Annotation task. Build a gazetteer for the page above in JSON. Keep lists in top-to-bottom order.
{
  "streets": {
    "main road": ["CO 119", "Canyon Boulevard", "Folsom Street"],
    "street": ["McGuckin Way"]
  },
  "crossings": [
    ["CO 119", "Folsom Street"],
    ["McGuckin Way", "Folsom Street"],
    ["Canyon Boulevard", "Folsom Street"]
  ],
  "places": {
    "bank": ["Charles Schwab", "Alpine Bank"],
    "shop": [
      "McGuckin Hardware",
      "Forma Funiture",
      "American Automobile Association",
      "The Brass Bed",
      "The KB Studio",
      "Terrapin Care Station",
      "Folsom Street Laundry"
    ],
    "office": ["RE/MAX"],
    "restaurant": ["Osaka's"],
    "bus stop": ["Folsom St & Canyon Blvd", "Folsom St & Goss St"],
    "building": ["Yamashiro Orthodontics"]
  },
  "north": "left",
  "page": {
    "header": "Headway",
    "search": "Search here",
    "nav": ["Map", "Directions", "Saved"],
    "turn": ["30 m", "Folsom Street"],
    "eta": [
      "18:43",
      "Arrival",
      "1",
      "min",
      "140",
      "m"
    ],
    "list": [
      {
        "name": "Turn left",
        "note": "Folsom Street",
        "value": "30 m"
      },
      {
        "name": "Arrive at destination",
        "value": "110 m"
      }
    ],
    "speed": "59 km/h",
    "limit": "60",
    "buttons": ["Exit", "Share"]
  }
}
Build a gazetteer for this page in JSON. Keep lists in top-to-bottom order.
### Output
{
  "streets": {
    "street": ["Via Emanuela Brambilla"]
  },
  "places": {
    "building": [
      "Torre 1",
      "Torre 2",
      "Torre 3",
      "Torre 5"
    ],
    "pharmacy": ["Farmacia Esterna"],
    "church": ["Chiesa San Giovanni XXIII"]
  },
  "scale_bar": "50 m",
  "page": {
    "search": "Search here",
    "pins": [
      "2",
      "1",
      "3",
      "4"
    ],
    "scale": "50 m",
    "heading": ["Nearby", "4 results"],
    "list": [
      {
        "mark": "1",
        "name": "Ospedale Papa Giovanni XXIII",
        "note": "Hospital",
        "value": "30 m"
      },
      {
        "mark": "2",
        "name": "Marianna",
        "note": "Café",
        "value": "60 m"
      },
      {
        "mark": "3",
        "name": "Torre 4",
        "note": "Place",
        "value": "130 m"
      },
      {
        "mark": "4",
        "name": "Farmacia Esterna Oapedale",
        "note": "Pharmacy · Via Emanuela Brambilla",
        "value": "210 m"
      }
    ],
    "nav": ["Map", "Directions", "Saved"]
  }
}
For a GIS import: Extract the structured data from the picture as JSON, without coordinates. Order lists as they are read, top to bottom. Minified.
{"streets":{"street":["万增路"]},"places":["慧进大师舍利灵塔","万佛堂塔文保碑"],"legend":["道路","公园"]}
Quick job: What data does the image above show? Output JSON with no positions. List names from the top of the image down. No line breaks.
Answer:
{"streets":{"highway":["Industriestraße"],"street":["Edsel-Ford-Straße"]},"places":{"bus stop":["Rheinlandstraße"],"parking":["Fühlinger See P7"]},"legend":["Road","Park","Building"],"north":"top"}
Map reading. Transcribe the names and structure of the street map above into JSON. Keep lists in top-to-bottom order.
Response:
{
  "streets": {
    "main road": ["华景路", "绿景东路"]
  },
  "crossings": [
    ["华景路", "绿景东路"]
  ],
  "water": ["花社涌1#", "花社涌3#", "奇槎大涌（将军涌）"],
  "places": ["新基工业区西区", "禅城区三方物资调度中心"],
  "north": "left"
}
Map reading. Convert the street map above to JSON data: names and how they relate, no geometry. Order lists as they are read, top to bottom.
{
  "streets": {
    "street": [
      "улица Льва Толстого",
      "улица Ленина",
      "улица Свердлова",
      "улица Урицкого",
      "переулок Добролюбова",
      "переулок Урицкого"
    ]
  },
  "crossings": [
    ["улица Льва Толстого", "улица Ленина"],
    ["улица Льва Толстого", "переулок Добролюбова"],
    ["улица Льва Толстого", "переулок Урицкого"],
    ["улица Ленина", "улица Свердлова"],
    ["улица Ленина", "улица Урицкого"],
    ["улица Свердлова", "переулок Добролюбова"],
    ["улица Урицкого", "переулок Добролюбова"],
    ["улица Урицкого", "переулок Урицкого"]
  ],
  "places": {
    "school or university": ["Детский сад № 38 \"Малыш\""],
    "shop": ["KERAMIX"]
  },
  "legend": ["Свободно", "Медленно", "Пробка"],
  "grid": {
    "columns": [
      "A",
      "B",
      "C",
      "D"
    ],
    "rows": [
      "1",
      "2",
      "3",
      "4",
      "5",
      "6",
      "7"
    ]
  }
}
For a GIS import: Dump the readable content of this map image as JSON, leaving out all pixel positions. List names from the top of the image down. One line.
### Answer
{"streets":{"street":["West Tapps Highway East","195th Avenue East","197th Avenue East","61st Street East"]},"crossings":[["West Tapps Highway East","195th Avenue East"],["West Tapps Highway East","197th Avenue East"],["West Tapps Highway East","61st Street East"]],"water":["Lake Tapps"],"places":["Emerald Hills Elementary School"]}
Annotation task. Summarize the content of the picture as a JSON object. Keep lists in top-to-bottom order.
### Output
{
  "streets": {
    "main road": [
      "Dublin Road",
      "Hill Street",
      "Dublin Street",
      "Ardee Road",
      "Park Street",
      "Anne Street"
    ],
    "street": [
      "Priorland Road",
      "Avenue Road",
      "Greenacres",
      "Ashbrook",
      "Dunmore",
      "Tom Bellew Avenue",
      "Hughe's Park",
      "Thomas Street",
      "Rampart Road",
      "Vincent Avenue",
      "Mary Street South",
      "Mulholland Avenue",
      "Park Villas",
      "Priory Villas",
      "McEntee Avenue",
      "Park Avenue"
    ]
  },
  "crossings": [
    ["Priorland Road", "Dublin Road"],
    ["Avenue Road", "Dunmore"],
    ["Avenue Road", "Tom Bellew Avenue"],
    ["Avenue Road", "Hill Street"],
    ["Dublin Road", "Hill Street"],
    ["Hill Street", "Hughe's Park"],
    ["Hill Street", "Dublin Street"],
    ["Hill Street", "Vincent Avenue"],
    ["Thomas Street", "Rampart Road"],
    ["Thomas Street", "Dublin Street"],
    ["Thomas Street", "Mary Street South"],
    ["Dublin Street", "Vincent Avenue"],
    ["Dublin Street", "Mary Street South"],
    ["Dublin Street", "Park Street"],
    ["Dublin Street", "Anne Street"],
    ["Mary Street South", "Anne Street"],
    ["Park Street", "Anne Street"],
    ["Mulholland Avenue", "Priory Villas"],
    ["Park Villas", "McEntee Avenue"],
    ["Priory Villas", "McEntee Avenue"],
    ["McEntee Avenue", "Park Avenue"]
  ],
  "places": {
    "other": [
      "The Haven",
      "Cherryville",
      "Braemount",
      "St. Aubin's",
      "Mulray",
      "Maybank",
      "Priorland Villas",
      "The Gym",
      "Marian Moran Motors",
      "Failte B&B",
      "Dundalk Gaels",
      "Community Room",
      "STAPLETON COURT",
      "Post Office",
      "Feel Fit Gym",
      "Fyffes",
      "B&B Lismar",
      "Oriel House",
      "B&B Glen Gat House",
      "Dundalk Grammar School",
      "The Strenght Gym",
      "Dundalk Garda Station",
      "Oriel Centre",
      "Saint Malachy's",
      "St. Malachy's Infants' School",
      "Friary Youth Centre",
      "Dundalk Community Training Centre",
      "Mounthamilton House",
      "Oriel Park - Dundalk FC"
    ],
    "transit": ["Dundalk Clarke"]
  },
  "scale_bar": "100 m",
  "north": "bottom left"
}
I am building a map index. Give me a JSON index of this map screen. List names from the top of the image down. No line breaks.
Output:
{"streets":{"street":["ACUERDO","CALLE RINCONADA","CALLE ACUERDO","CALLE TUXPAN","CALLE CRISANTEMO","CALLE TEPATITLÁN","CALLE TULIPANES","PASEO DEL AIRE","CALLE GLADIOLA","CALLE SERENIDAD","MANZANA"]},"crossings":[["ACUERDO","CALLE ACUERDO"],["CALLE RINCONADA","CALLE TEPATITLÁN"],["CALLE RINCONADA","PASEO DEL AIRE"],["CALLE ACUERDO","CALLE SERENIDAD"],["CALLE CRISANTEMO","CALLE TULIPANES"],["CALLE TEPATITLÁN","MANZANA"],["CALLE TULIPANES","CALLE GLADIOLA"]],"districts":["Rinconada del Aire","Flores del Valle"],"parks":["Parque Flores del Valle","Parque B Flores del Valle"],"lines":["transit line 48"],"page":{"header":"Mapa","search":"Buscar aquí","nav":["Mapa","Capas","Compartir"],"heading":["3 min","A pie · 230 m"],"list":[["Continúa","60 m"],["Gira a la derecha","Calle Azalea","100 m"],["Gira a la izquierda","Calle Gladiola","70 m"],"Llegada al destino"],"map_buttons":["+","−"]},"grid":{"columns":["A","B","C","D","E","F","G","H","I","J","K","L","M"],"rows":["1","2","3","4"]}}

☆ ☆ ☆ ☆ ☆

#### [Problem details]
Please copy out each line of the data in which the word "Torre" occurs.

#### [Task answer]
      "Torre 1",
      "Torre 2",
      "Torre 3",
      "Torre 5"
        "name": "Torre 4",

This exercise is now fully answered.